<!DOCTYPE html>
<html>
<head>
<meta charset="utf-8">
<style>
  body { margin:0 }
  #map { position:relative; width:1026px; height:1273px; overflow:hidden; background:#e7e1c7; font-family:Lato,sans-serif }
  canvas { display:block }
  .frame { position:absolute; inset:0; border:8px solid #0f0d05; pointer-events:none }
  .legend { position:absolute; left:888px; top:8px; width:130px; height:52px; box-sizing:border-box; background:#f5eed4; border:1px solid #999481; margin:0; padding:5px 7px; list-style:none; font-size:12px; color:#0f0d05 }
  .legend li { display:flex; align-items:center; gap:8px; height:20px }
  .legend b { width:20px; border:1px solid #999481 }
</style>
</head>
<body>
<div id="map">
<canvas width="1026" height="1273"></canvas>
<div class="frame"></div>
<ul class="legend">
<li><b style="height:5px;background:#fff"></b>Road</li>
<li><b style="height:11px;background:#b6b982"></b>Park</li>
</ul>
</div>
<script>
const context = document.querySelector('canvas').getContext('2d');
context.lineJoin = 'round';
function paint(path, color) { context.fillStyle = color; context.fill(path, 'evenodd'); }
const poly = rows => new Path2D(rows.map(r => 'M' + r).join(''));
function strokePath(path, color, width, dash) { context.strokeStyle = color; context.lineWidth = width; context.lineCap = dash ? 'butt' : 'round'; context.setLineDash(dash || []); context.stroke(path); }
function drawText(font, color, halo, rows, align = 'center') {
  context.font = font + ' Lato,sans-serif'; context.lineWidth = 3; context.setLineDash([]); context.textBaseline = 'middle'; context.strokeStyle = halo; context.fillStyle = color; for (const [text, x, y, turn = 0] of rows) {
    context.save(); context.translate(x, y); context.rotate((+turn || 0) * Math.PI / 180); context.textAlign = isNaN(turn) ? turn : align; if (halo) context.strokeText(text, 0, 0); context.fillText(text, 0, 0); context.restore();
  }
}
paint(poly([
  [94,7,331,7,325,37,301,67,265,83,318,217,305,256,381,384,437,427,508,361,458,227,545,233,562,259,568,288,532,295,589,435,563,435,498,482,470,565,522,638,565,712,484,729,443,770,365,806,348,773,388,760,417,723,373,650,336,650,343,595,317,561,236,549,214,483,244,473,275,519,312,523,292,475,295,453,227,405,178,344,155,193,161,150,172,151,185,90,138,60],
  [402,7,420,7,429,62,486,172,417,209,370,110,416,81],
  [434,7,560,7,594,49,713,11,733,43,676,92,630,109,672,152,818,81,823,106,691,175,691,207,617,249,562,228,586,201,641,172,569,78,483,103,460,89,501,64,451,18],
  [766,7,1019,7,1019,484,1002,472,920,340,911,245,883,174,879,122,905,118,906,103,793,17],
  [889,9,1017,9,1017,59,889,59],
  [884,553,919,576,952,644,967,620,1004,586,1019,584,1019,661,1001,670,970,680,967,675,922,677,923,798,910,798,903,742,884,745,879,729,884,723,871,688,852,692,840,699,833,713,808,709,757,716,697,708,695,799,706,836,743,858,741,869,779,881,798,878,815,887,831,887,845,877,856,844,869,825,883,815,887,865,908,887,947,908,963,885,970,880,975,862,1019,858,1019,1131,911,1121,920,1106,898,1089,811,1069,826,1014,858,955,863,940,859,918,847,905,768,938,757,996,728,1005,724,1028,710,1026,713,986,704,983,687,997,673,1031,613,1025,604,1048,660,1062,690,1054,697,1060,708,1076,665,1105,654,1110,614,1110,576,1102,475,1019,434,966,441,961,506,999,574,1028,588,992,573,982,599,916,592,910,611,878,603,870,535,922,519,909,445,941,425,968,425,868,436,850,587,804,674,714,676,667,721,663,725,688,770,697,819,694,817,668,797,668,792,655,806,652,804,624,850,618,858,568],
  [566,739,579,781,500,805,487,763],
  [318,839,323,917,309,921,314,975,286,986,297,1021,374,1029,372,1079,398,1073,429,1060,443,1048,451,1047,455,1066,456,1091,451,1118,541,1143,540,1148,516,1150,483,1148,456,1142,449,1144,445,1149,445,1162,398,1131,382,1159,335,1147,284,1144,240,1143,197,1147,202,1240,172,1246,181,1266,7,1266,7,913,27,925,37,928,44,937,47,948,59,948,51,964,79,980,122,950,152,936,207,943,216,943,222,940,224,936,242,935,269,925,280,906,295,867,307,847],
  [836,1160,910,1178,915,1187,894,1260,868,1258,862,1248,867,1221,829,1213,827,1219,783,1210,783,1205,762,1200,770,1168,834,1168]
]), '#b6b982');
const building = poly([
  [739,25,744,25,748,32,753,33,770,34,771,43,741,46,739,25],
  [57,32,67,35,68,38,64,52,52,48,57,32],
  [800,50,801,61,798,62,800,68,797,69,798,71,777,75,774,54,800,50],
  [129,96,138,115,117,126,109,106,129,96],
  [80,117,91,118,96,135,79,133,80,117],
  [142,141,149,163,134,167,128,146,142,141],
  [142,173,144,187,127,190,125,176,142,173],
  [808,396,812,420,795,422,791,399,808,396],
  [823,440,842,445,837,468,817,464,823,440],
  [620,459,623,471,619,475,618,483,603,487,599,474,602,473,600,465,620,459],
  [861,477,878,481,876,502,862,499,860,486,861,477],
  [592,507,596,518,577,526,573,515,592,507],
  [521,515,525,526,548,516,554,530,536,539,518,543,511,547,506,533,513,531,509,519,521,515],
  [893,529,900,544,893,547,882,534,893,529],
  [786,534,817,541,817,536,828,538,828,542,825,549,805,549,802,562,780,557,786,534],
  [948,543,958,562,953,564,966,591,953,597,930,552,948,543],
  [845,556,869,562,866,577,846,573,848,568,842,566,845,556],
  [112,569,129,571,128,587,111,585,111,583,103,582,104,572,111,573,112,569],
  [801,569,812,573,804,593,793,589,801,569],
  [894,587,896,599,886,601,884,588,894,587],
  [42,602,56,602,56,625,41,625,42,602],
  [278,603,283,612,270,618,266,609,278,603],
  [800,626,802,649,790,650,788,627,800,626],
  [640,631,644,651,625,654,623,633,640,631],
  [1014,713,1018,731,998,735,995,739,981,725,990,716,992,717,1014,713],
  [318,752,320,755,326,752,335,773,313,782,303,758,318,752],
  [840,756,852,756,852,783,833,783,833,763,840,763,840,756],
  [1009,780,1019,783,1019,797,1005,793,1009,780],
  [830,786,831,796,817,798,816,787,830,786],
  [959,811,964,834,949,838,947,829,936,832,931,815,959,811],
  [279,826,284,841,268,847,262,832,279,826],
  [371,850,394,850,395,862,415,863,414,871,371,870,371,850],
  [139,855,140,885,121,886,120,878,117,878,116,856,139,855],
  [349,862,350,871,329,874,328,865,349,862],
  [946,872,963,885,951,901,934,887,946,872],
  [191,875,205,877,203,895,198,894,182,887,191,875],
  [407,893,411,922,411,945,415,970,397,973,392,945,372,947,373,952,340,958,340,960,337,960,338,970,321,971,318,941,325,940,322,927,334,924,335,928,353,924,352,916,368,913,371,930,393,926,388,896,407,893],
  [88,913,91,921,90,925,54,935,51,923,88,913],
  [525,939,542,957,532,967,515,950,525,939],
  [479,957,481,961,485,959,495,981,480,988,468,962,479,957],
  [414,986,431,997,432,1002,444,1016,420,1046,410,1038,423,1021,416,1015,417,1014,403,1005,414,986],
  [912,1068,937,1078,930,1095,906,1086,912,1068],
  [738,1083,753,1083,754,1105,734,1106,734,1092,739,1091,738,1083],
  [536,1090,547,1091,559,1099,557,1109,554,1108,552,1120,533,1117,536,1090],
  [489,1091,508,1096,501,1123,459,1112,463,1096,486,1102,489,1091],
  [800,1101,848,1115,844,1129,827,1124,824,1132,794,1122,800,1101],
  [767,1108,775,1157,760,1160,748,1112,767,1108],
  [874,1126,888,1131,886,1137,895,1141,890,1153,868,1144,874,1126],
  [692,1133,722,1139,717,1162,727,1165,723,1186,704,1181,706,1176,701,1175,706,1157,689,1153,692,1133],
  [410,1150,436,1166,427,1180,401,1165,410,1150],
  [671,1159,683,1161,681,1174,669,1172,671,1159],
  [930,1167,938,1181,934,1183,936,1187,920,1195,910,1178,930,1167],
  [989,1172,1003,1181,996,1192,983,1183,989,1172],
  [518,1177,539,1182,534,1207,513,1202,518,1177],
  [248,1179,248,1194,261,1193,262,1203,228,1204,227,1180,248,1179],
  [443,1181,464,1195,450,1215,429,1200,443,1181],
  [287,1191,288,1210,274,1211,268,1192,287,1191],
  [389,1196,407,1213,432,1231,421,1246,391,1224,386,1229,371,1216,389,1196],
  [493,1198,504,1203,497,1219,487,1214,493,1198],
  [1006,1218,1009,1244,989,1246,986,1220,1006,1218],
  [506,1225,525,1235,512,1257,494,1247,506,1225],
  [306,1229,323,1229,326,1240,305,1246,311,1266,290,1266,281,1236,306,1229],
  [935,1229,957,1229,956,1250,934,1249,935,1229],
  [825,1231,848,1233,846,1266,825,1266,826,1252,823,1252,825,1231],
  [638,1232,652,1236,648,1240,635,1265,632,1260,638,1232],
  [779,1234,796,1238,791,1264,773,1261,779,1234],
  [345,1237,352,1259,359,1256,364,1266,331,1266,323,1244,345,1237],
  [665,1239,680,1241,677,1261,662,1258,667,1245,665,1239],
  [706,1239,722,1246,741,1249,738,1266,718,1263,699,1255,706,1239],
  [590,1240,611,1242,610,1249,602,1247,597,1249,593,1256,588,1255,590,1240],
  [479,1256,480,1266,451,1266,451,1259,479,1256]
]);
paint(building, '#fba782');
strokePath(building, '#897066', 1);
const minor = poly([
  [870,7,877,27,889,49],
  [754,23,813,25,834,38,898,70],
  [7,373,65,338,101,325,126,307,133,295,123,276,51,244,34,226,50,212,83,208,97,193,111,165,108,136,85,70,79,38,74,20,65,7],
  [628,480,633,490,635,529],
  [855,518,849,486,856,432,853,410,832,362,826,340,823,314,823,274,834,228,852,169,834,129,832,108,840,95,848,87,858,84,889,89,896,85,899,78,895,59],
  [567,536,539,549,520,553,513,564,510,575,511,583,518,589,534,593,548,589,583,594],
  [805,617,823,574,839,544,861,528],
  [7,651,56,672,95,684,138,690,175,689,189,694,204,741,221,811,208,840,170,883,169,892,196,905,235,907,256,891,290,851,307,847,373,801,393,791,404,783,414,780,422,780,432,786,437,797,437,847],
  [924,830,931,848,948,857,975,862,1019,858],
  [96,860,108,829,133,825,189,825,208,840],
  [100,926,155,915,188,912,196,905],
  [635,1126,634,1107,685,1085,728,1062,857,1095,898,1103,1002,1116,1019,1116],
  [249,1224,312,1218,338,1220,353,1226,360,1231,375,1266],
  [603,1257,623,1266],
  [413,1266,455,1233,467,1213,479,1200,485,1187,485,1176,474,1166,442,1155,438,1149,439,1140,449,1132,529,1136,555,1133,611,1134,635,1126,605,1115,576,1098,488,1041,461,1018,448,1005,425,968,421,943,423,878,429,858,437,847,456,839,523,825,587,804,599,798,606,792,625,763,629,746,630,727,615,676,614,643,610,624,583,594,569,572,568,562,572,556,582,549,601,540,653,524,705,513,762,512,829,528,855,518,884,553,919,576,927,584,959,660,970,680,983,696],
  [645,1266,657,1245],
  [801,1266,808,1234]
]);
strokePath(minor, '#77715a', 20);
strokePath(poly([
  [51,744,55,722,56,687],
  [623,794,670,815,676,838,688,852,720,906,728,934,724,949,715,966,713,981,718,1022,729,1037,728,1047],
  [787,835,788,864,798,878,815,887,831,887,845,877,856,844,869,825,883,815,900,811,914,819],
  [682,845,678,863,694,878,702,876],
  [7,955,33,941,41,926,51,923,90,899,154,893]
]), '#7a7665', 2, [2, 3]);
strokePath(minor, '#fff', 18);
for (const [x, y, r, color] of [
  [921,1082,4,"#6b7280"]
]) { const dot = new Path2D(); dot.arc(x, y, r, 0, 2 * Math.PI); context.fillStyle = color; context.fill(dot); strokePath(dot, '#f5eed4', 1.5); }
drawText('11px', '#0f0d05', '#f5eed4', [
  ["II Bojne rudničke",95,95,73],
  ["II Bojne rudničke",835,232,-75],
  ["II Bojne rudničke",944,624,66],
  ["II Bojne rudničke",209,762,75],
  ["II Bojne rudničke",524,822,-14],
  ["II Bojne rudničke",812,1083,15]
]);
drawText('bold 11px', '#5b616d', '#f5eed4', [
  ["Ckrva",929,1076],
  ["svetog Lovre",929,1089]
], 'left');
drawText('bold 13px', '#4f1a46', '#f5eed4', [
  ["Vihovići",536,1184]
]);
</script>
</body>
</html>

===

**WHAT YOU WILL DO:**
The word "rows" may appear in several lines of the data; copy every line where it does.

**RESPONSE AREA:**
const poly = rows => new Path2D(rows.map(r => 'M' + r).join(''));
function drawText(font, color, halo, rows, align = 'center') {
  context.font = font + ' Lato,sans-serif'; context.lineWidth = 3; context.setLineDash([]); context.textBaseline = 'middle'; context.strokeStyle = halo; context.fillStyle = color; for (const [text, x, y, turn = 0] of rows) {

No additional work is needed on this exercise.